Currently, visualizing metastatic castration-resistant prostate cancer–associated bone disease is done with the technetium-99m scan; its data subjectively are interpreted by manually counting metastatic lesion numbers. The aBSI program, however, objectively views computed tomography and magnetic resonance imaging images and, within seconds, tabulates the metastases.
This aBSI research was the prospectively planned analysis of results of a phase III, double-blind, placebo-controlled clinical trial of tasquinimod. The analysis focused on 721 eligible participants with bone-metastatic, chemotherapy-naive metastatic castration-resistant prostate cancer.
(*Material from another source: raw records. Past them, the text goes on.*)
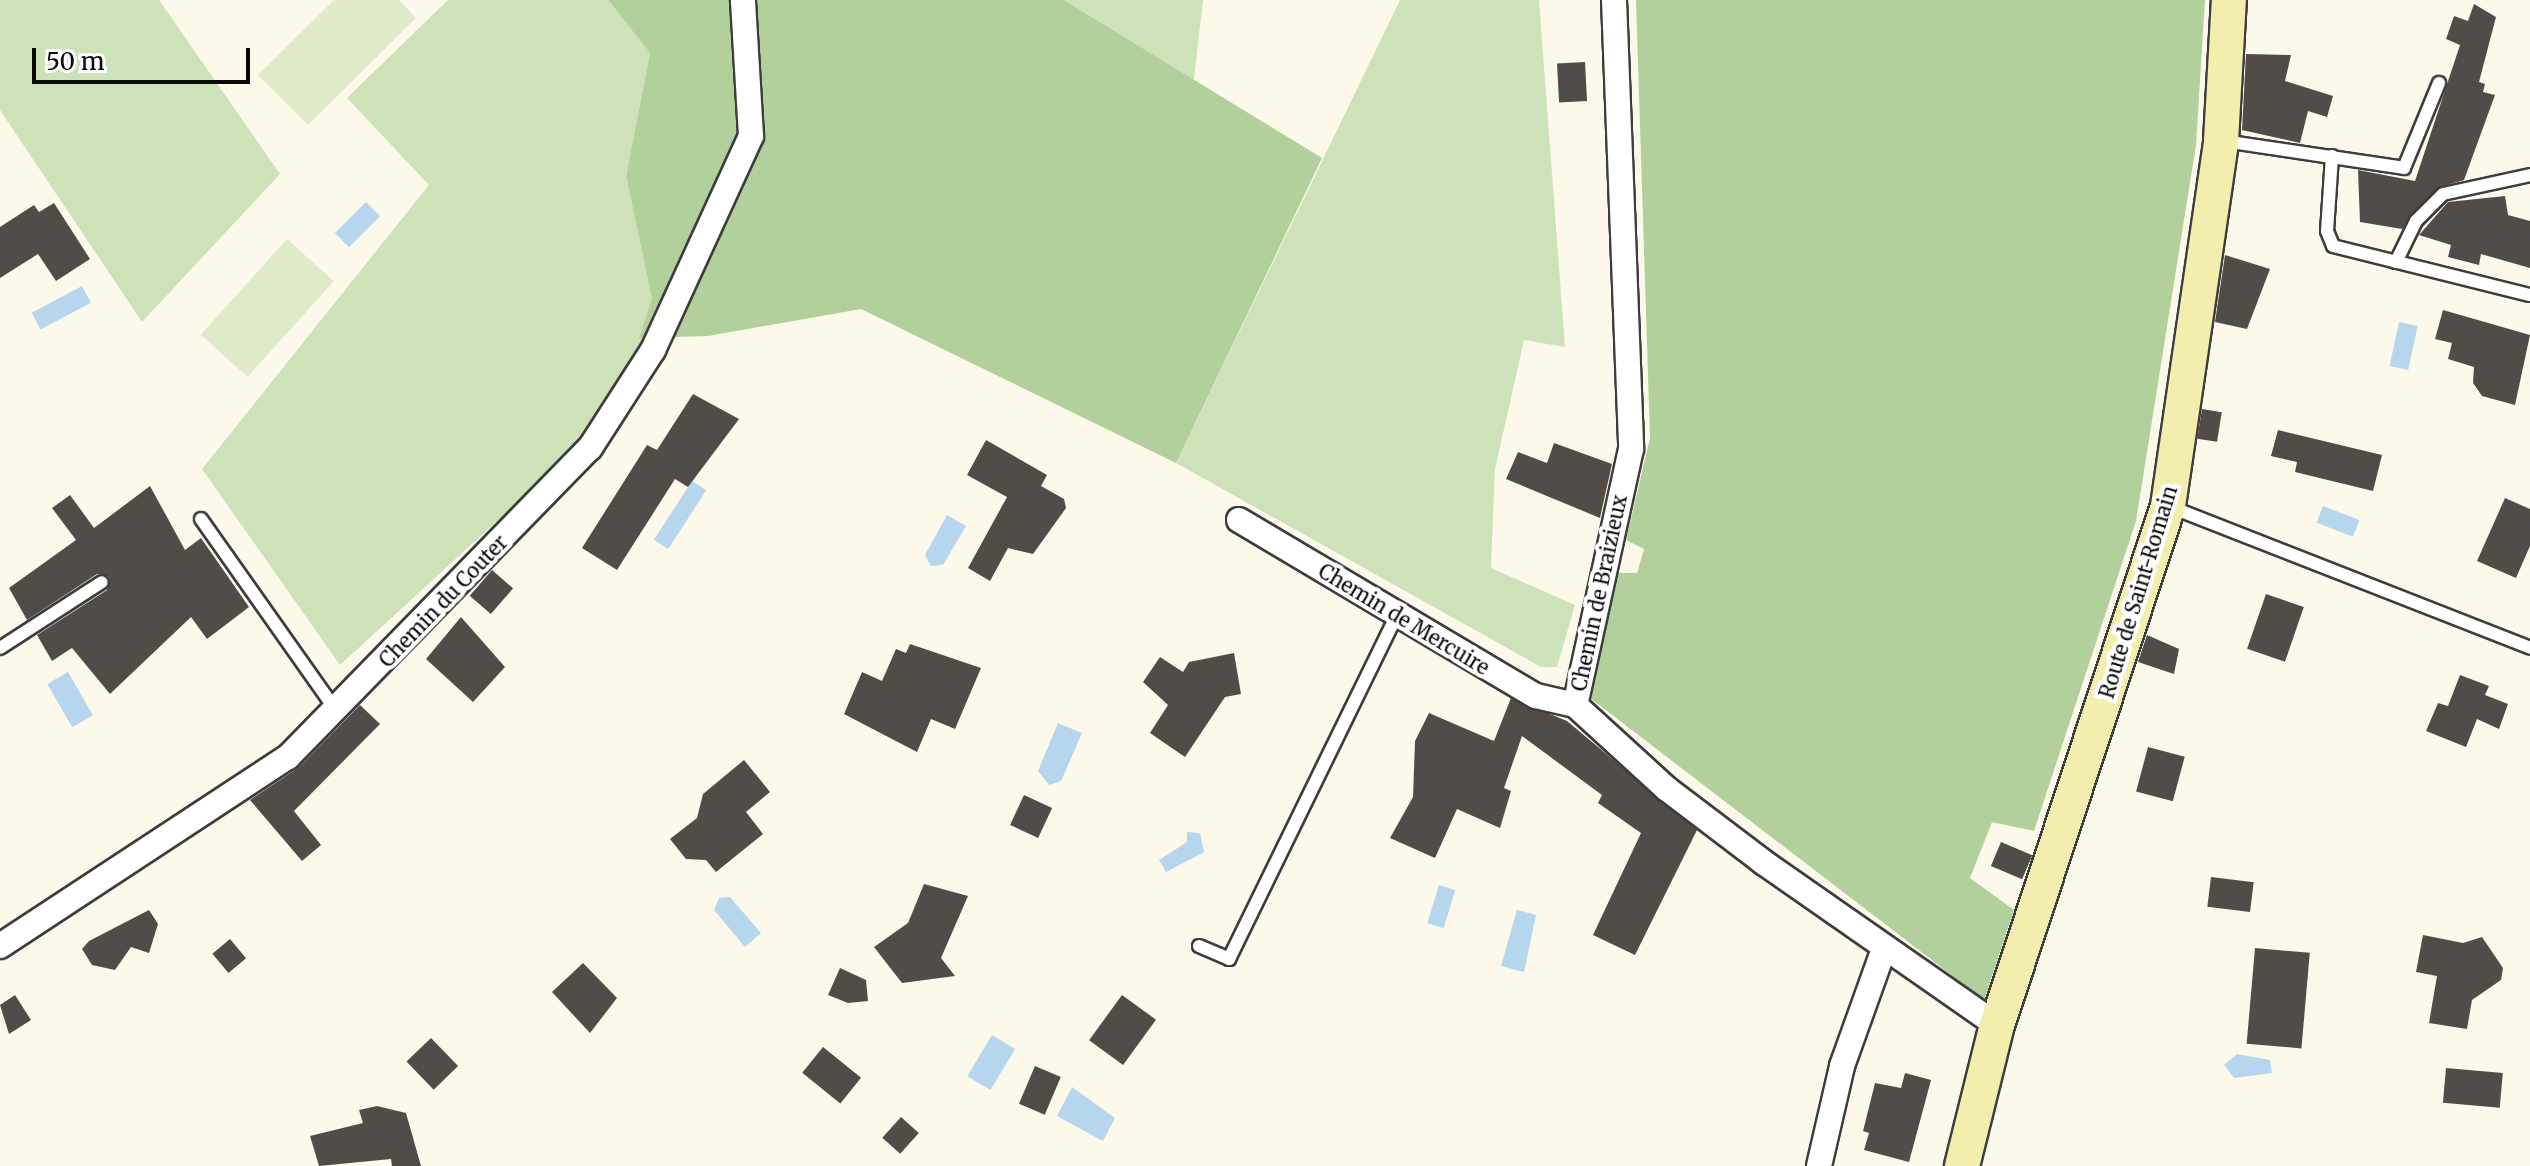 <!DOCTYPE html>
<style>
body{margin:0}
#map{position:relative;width:2530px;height:1166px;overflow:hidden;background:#fcf9eb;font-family:Merriweather,serif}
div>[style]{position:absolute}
.green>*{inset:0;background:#cde2b9}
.forest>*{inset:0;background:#b1d09b}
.pitch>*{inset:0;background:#deeaca;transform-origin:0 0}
.water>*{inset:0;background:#b6d6ed;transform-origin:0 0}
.building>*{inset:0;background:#514c48;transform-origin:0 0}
.roads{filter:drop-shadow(2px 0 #3d3d3d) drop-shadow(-2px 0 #3d3d3d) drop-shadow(0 2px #3d3d3d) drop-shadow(0 -2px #3d3d3d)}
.service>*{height:12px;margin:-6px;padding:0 6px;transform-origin:6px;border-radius:6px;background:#fff}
.minor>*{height:24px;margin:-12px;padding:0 12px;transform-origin:12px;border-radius:12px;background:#fff}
.secondary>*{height:34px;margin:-17px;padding:0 17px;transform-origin:17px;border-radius:17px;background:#f4eeae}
span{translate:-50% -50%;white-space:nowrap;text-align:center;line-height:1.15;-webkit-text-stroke:8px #fff;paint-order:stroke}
.street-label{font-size:20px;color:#0a0a0a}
.scale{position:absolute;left:32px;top:48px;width:218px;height:36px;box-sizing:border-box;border:4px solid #0a0a0a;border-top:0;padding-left:10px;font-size:24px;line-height:28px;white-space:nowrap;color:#0a0a0a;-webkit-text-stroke:6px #fff;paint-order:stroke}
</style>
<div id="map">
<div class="green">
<i style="clip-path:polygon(0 0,159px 0,280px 174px,142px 322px,0 110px)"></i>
<i style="clip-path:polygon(448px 0,608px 0,650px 53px,626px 176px,652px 299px,635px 367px,581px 444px,340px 665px,202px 469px,429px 185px,347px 98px)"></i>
<i style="clip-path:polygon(1064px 0,1203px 0,1194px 79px,1193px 79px)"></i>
<i style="clip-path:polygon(1400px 0,1539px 0,1565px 347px,1524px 340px,1495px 469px,1491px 568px,1575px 605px,1557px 667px,1541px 667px,1176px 463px)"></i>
</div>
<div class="forest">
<i style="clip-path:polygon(608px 0,1064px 0,1322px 158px,1176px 463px,861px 309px,708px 336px,639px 338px,652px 299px,626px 176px,650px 53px)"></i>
<i style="clip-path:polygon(1636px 0,2205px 0,2196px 145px,2136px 521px,2034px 831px,1992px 822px,1970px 878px,2014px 910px,1984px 1000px,1590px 698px,1618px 573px,1637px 573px,1644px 549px,1626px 540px,1650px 438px)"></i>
</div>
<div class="pitch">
<i style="clip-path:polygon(334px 0,399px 0,416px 18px,308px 125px,258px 75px)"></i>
<i style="left:287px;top:239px;width:63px;height:129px;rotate:42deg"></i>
</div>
<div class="water">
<i style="left:366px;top:202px;width:20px;height:44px;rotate:45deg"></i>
<i style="left:82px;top:286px;width:19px;height:57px;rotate:62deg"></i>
<i style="left:2399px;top:322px;width:19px;height:45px;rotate:12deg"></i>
<i style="left:692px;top:481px;width:17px;height:70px;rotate:33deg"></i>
<i style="left:2323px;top:506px;width:39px;height:18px;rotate:21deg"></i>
<i style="clip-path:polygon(947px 515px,966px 526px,943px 565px,931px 566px,925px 555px)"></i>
<i style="left:68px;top:672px;width:50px;height:24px;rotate:60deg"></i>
<i style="clip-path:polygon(1058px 723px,1082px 733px,1061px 781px,1049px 785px,1038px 771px)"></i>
<i style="clip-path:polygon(1187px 832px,1200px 833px,1204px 852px,1166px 872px,1159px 860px,1187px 842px)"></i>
<i style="left:1439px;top:885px;width:17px;height:40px;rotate:17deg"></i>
<i style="clip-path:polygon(730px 897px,761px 933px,745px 947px,714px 910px,719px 898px)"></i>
<i style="clip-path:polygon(1517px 910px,1536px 915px,1524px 972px,1501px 966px)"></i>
<i style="left:992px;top:1035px;width:27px;height:48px;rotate:31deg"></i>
<i style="clip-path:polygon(2237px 1054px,2270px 1060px,2272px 1073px,2234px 1078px,2224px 1065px)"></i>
<i style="clip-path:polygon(1072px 1087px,1115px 1118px,1103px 1141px,1057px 1116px)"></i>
</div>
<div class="building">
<i style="clip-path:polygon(2474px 4px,2496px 17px,2479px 82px,2485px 84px,2483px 92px,2495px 95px,2464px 180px,2437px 188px,2402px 229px,2360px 222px,2358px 170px,2415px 181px,2460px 45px,2446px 39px,2454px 16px,2468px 21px)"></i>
<i style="clip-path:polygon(2246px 54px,2291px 55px,2285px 81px,2333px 96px,2327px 117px,2308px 111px,2300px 143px,2242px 130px)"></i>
<i style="left:1585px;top:62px;width:39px;height:28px;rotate:87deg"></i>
<i style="clip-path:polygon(2505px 196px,2508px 215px,2530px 221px,2530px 268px,2481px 254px,2479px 265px,2448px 257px,2451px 245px,2419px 235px,2448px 202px)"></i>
<i style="clip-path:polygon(54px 203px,90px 259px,56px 281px,38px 254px,0 278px,0 227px,34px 205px,39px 212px)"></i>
<i style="clip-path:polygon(2225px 255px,2270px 269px,2247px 329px,2215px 322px)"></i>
<i style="clip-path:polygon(2443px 310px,2530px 335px,2515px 405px,2482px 396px,2473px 383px,2474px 367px,2448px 359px,2452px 343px,2435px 339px)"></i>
<i style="clip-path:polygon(693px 394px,739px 419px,688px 487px,675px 479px,617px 570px,582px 548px,647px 445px,657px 450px)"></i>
<i style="left:2202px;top:409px;width:20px;height:30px;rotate:9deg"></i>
<i style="clip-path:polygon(2278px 430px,2382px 455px,2373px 491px,2295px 472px,2297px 462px,2271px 456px)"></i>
<i style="clip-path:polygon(986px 440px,1047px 475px,1041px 486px,1064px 499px,1066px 508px,1033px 554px,1008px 548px,990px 581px,968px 568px,1007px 497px,967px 475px)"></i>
<i style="clip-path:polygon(1554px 443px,1612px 464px,1600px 518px,1506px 479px,1518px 452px,1547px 463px)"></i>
<i style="clip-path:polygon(150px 486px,185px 550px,201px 538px,249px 607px,207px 639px,191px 617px,110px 694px,72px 648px,52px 661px,37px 635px,107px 590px,109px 577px,97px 574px,27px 620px,9px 588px,76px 540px,52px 508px,70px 495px,94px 528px)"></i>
<i style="clip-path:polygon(2505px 498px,2530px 509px,2530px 546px,2516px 578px,2477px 561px)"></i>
<i style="left:492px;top:570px;width:28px;height:34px;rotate:41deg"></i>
<i style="left:2266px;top:594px;width:40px;height:58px;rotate:19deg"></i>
<i style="clip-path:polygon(461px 617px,505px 667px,473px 702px,426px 659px)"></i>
<i style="clip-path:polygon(2147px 635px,2179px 649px,2174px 674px,2138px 662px)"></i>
<i style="clip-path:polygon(910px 644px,981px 668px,955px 729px,931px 719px,917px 752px,844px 714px,862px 672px,882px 681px,896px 649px,906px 653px)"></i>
<i style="clip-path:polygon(1234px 653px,1241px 694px,1225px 697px,1185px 757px,1150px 733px,1168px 705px,1143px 682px,1160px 657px,1183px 672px,1189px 662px)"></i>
<i style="clip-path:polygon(2460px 675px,2489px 686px,2485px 695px,2508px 704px,2499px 729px,2477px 719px,2466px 747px,2426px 731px,2438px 703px,2448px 706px)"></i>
<i style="clip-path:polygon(1511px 698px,1567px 721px,1697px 830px,1635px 955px,1593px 935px,1641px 833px,1598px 803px,1602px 795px,1522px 736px,1504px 788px,1511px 791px,1500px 828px,1457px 809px,1435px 858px,1390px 838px,1413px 797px,1415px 741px,1429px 713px,1494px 741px)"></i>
<i style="clip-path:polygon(360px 705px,380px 724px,294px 811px,321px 845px,302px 861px,250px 800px,298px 768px)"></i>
<i style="left:2148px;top:747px;width:38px;height:46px;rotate:15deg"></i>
<i style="clip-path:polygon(744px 760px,770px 792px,746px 812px,763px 834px,716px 872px,706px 860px,686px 859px,670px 839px,697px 818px,703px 794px)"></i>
<i style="left:1024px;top:795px;width:31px;height:33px;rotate:25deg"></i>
<i style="left:2001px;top:842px;width:34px;height:26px;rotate:23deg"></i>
<i style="left:2211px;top:877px;width:43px;height:30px;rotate:7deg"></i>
<i style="clip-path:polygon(924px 884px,968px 896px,941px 958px,955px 976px,902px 983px,874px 947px,908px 923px)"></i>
<i style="clip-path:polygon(149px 910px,158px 924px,149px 953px,131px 947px,115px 970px,92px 965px,82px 949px,89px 941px)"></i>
<i style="clip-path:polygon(2423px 935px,2463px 943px,2482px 937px,2503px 968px,2501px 980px,2472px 1000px,2467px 1029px,2429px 1023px,2437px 976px,2416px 972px)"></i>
<i style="left:230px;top:939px;width:25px;height:23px;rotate:50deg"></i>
<i style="left:2255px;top:948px;width:55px;height:96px;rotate:5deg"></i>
<i style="clip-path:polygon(583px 963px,617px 998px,590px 1033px,552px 992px)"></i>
<i style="clip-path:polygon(840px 968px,866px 980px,868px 1001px,848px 1003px,828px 995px)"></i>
<i style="clip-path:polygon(15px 995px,31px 1020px,9px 1034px,0 1005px)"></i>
<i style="left:1122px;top:995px;width:42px;height:56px;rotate:36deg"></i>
<i style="left:431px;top:1038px;width:39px;height:34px;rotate:46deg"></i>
<i style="left:823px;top:1047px;width:49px;height:33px;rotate:39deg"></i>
<i style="left:1035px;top:1066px;width:28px;height:41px;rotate:23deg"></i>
<i style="left:2446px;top:1068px;width:57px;height:35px;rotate:5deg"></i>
<i style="clip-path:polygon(1905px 1073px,1931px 1080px,1909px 1162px,1864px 1150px,1869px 1133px,1863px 1131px,1875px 1083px,1901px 1088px)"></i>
<i style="clip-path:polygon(377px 1106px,406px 1113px,421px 1166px,392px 1166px,391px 1159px,319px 1166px,310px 1136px,363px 1123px,359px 1110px)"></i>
<i style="left:901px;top:1117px;width:24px;height:28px;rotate:42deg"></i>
</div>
<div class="roads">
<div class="service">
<i style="left:2224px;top:141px;width:182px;rotate:8.5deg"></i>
<i style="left:2404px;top:168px;width:92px;rotate:-67.6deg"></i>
<i style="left:2332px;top:156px;width:75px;rotate:93.8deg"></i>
<i style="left:2327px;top:231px;width:16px;rotate:68deg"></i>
<i style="left:2333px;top:246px;width:203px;rotate:14deg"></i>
<i style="left:2396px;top:262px;width:46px;rotate:-64deg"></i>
<i style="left:2416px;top:221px;width:38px;rotate:-45deg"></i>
<i style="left:2443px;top:194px;width:89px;rotate:-12.3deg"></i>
<i style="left:2171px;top:507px;width:386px;rotate:21.4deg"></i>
<i style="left:201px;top:519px;width:236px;rotate:54.8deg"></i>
<i style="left:0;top:648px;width:121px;rotate:-32.9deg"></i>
<i style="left:1199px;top:946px;width:33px;rotate:23deg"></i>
<i style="left:1229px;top:959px;width:381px;rotate:-64deg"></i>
</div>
<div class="minor">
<i style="left:1614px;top:0;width:449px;rotate:87.8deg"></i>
<i style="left:1631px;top:449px;width:262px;rotate:102.3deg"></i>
<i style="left:1575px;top:705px;width:125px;rotate:42.4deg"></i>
<i style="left:1667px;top:789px;width:121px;rotate:37.2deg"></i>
<i style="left:1763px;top:862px;width:285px;rotate:34.9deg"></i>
<i style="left:1239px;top:520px;width:345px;rotate:30.7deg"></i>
<i style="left:1536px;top:696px;width:40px;rotate:13deg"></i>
<i style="left:0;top:946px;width:344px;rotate:-33.3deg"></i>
<i style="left:288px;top:757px;width:432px;rotate:-45.7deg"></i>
<i style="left:590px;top:448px;width:117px;rotate:-57.3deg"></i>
<i style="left:653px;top:350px;width:235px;rotate:-65.4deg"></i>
<i style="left:751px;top:136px;width:136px;rotate:-93.4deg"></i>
<i style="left:1819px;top:1166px;width:103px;rotate:-77deg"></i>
<i style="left:1842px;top:1066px;width:124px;rotate:-70.3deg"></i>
</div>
<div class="secondary">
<i style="left:1962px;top:1166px;width:145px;rotate:-76.1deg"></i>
<i style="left:1997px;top:1025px;width:546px;rotate:-71.76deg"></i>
<i style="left:2168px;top:506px;width:369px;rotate:-81.7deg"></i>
<i style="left:2221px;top:141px;width:141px;rotate:-86.8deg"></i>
</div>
</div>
<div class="street-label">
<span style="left:2138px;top:592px;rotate:-73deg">Route de Saint-Romain</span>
<span style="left:1599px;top:593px;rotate:-78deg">Chemin de Braizieux</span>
<span style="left:443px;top:601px;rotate:-46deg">Chemin du Couter</span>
<span style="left:1404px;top:619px;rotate:31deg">Chemin de Mercuire</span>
</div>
<div class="scale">50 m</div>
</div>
“The discriminative ability of the aBSI (C index, 0.63) in prognosticating overall survival was significantly higher than that of the manual lesion counting (C index, 0.60; P = .03),” wrote the team. In a multivariable survival model, aBSI counts were also significantly associated with overall survival (P = .03), time to symptomatic disease progression (P < .001), and time to opiate use for cancer pain (P < .001).